Dr. Li will be discussing Interpersonal Touch in Mandarin Interaction

This study investigates the interactional functions of a particular bodily-visual practice, i.e., interpersonal touch (IT) in Mandarin face-to-face conversation. Adopting the methodology of Conversation Analysis, Interactional Linguistics, and Multimodal Analysis, this study examines 6 hours of everyday Mandarin Chinese face-to-face conversation. An examination of the data shows that IT has multiple interactional functions. One particular function is in the construction and contextualization of conversational joking. Specifically, it is used as a visual cue to contextualize conversational joking together with other vocal, verbal, and visual practices. The IT in conversational joking exhibit some recurrent formal features such as touching with whole palm with open hand palm down and extended contact time. The IT in the data tends to co-occurs with three types of conversational joking: teasing, joking about an absent other, and self-denigrating joking. IT often co-occurs with other vocal and visual practices, such as mutual gaze, laughter, and spatial-orientational change of the body in contextualizing conversational joking in Mandarin conversation.

Biography
Dr.

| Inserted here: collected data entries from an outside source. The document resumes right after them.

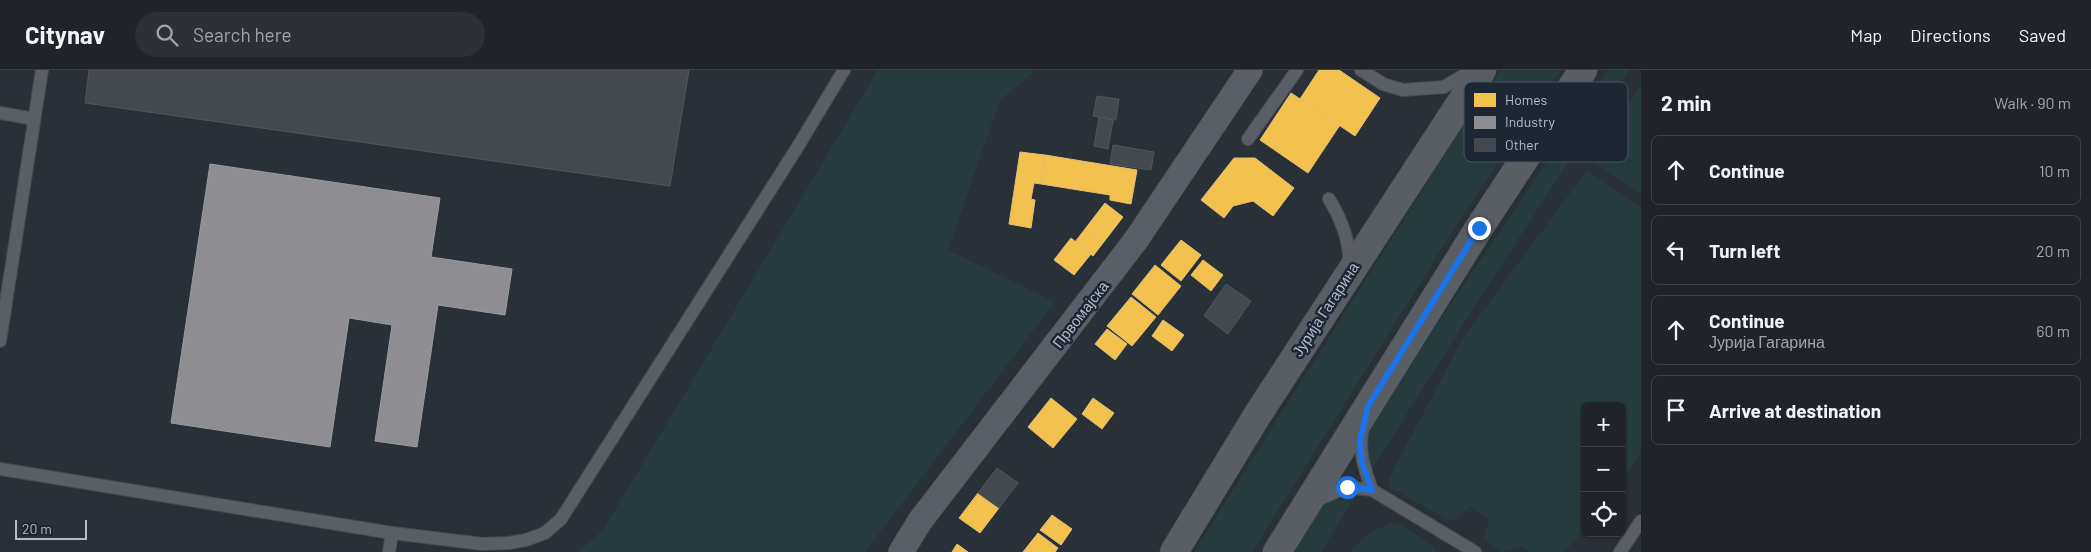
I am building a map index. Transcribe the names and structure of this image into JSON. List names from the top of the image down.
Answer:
{
  "streets": {
    "main road": ["Јурија Гагарина"],
    "street": ["Првомајска"]
  },
  "legend": ["Homes", "Industry", "Other"],
  "scale_bar": "20 m",
  "page": {
    "header": "Citynav",
    "search": "Search here",
    "nav": ["Map", "Directions", "Saved"],
    "heading": ["2 min", "Walk · 90 m"],
    "list": [
      ["Continue", "10 m"],
      ["Turn left", "20 m"],
      ["Continue", "Јурија Гагарина", "60 m"],
      "Arrive at destination"
    ],
    "map_buttons": ["+", "−"],
    "scale": "20 m"
  }
}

Xiaoting Li is an Assistant Professor of Chinese Linguistics at the Department of East Asian Studies, the University of Alberta. Her field of research is language in Chinese interaction and multimodal analysis. She is an internationally recognized pioneer in multimodality in Chinese interaction. Her book monograph Multimodality, Interaction and Turn-taking in Mandarin Conversation (2014, John Benjamins) is the first book-length study of multimodality in Chinese interaction. She has also published more than a dozen articles in internationally recognized journals, book volumes and encyclopedia in her field such as Journal of Pragmatics, Language Sciences, and Chinese Language and Discourse. In the past five years, she has been awarded multiple grants including the Social Sciences and Humanities Research Council (SSHRC) of Canada Insight Development Grant and Kule Institute for Advanced Studies Research Team Grant to conduct her research on Chinese interaction.